(Data excerpts)
--- START ---

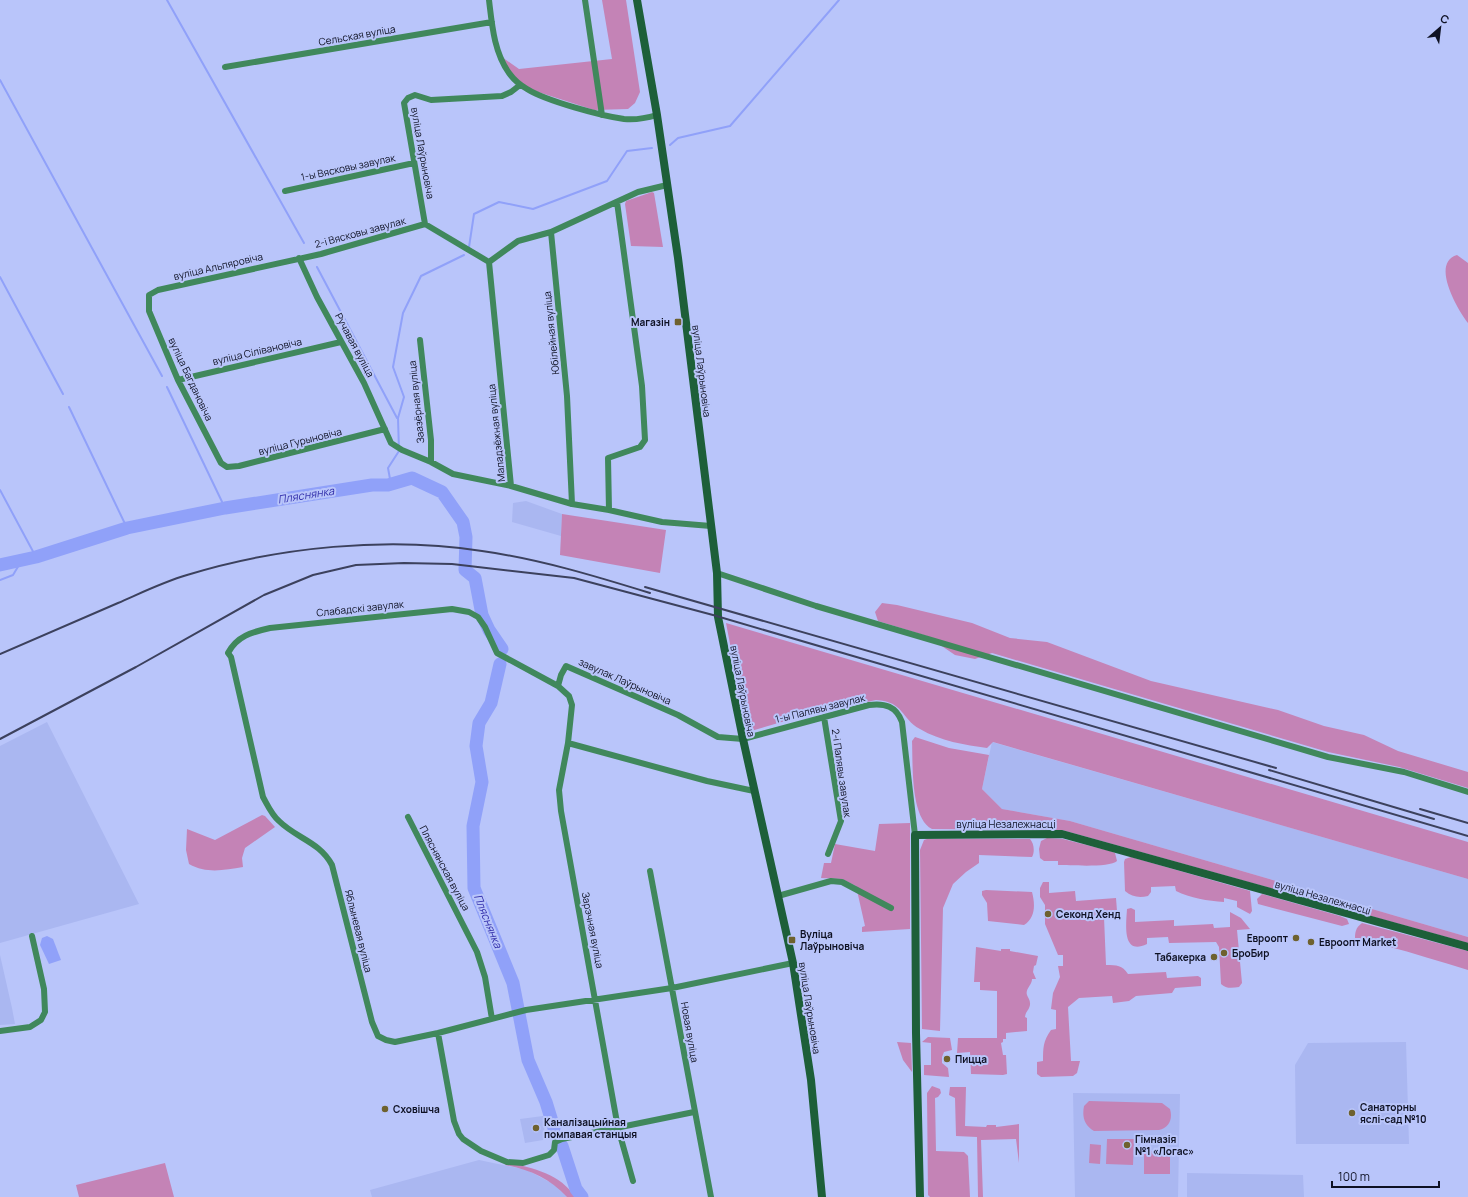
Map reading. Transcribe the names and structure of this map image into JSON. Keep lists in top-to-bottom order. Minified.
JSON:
{"streets":{"main road":["вуліца Лаўрыновіча","вуліца Незалежнасці"],"street":["Сельская вуліца","1-ы Вясковы завулак","2-і Вясковы завулак","вуліца Альпяровіча","Юбілейная вуліца","Ручавая вуліца","вуліца Сілівановіча","вуліца Багдановіча","Заазёрная вуліца","Маладзёжная вуліца","вуліца Гурыновіча","Слабадскі завулак","завулак Лаўрыновіча","1-ы Палявы завулак","2-і Палявы завулак","Пляснянская вуліца","Зарэчная вуліца","Яблыневая вуліца","Новая вуліца"]},"crossings":[["вуліца Лаўрыновіча","1-ы Вясковы завулак"],["вуліца Лаўрыновіча","2-і Вясковы завулак"],["вуліца Лаўрыновіча","завулак Лаўрыновіча"],["вуліца Лаўрыновіча","1-ы Палявы завулак"],["вуліца Лаўрыновіча","Яблыневая вуліца"],["2-і Вясковы завулак","вуліца Альпяровіча"],["2-і Вясковы завулак","Ручавая вуліца"],["вуліца Альпяровіча","Ручавая вуліца"],["вуліца Альпяровіча","вуліца Багдановіча"],["Ручавая вуліца","вуліца Сілівановіча"],["Ручавая вуліца","Маладзёжная вуліца"],["Ручавая вуліца","вуліца Гурыновіча"],["вуліца Сілівановіча","вуліца Багдановіча"],["вуліца Багдановіча","вуліца Гурыновіча"],["Заазёрная вуліца","Маладзёжная вуліца"],["Слабадскі завулак","завулак Лаўрыновіча"],["Слабадскі завулак","Зарэчная вуліца"],["Слабадскі завулак","Яблыневая вуліца"],["завулак Лаўрыновіча","1-ы Палявы завулак"],["завулак Лаўрыновіча","Зарэчная вуліца"],["1-ы Палявы завулак","2-і Палявы завулак"],["1-ы Палявы завулак","вуліца Незалежнасці"],["Пляснянская вуліца","Яблыневая вуліца"],["Зарэчная вуліца","Яблыневая вуліца"],["Яблыневая вуліца","Новая вуліца"]],"water":["Пляснянка"],"places":{"transit":["Магазін","Вуліца Лаўрыновіча"],"other":["Секонд Хенд","Евроопт","Евроопт Market","БроБир","Табакерка","Пицца","Сховішча","Санаторны яслі-сад №10","Каналізацыйная помпавая станцыя","Гімназія №1 «Логас»"]},"scale_bar":"100 m","north":"top right"}
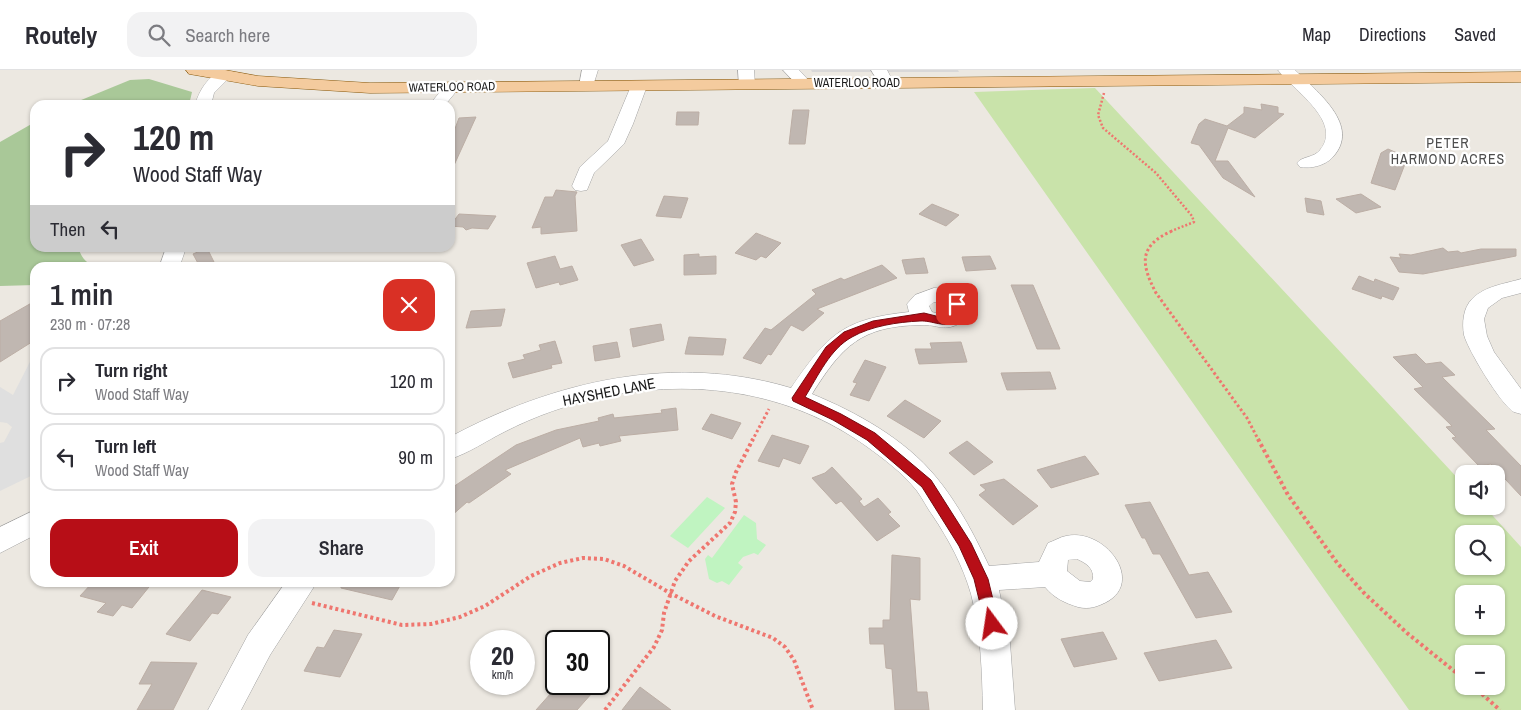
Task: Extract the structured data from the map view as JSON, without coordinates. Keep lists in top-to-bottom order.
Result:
{
  "streets": {
    "main road": ["WATERLOO ROAD"],
    "street": ["HAYSHED LANE"]
  },
  "districts": ["PETER HARMOND ACRES"],
  "page": {
    "header": "Routely",
    "search": "Search here",
    "nav": ["Map", "Directions", "Saved"],
    "turn": ["120 m", "Wood Staff Way"],
    "then": "Then",
    "heading": ["1 min", "230 m · 07:28"],
    "list": [
      {
        "name": "Turn right",
        "note": "Wood Staff Way",
        "value": "120 m"
      },
      {
        "name": "Turn left",
        "note": "Wood Staff Way",
        "value": "90 m"
      }
    ],
    "map_buttons": ["+", "−"],
    "buttons": ["Exit", "Share"],
    "speed": "20 km/h",
    "limit": "30"
  }
}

--- END ---

● AIM OF THE EXERCISE: All the data above is to be transcribed exactly, with no pictures included.

● EXPECTED OUTPUT:
Map reading. Transcribe the names and structure of this map image into JSON. Keep lists in top-to-bottom order. Minified.
JSON:
{"streets":{"main road":["вуліца Лаўрыновіча","вуліца Незалежнасці"],"street":["Сельская вуліца","1-ы Вясковы завулак","2-і Вясковы завулак","вуліца Альпяровіча","Юбілейная вуліца","Ручавая вуліца","вуліца Сілівановіча","вуліца Багдановіча","Заазёрная вуліца","Маладзёжная вуліца","вуліца Гурыновіча","Слабадскі завулак","завулак Лаўрыновіча","1-ы Палявы завулак","2-і Палявы завулак","Пляснянская вуліца","Зарэчная вуліца","Яблыневая вуліца","Новая вуліца"]},"crossings":[["вуліца Лаўрыновіча","1-ы Вясковы завулак"],["вуліца Лаўрыновіча","2-і Вясковы завулак"],["вуліца Лаўрыновіча","завулак Лаўрыновіча"],["вуліца Лаўрыновіча","1-ы Палявы завулак"],["вуліца Лаўрыновіча","Яблыневая вуліца"],["2-і Вясковы завулак","вуліца Альпяровіча"],["2-і Вясковы завулак","Ручавая вуліца"],["вуліца Альпяровіча","Ручавая вуліца"],["вуліца Альпяровіча","вуліца Багдановіча"],["Ручавая вуліца","вуліца Сілівановіча"],["Ручавая вуліца","Маладзёжная вуліца"],["Ручавая вуліца","вуліца Гурыновіча"],["вуліца Сілівановіча","вуліца Багдановіча"],["вуліца Багдановіча","вуліца Гурыновіча"],["Заазёрная вуліца","Маладзёжная вуліца"],["Слабадскі завулак","завулак Лаўрыновіча"],["Слабадскі завулак","Зарэчная вуліца"],["Слабадскі завулак","Яблыневая вуліца"],["завулак Лаўрыновіча","1-ы Палявы завулак"],["завулак Лаўрыновіча","Зарэчная вуліца"],["1-ы Палявы завулак","2-і Палявы завулак"],["1-ы Палявы завулак","вуліца Незалежнасці"],["Пляснянская вуліца","Яблыневая вуліца"],["Зарэчная вуліца","Яблыневая вуліца"],["Яблыневая вуліца","Новая вуліца"]],"water":["Пляснянка"],"places":{"transit":["Магазін","Вуліца Лаўрыновіча"],"other":["Секонд Хенд","Евроопт","Евроопт Market","БроБир","Табакерка","Пицца","Сховішча","Санаторны яслі-сад №10","Каналізацыйная помпавая станцыя","Гімназія №1 «Логас»"]},"scale_bar":"100 m","north":"top right"}
Task: Extract the structured data from the map view as JSON, without coordinates. Keep lists in top-to-bottom order.
Result:
{
  "streets": {
    "main road": ["WATERLOO ROAD"],
    "street": ["HAYSHED LANE"]
  },
  "districts": ["PETER HARMOND ACRES"],
  "page": {
    "header": "Routely",
    "search": "Search here",
    "nav": ["Map", "Directions", "Saved"],
    "turn": ["120 m", "Wood Staff Way"],
    "then": "Then",
    "heading": ["1 min", "230 m · 07:28"],
    "list": [
      {
        "name": "Turn right",
        "note": "Wood Staff Way",
        "value": "120 m"
      },
      {
        "name": "Turn left",
        "note": "Wood Staff Way",
        "value": "90 m"
      }
    ],
    "map_buttons": ["+", "−"],
    "buttons": ["Exit", "Share"],
    "speed": "20 km/h",
    "limit": "30"
  }
}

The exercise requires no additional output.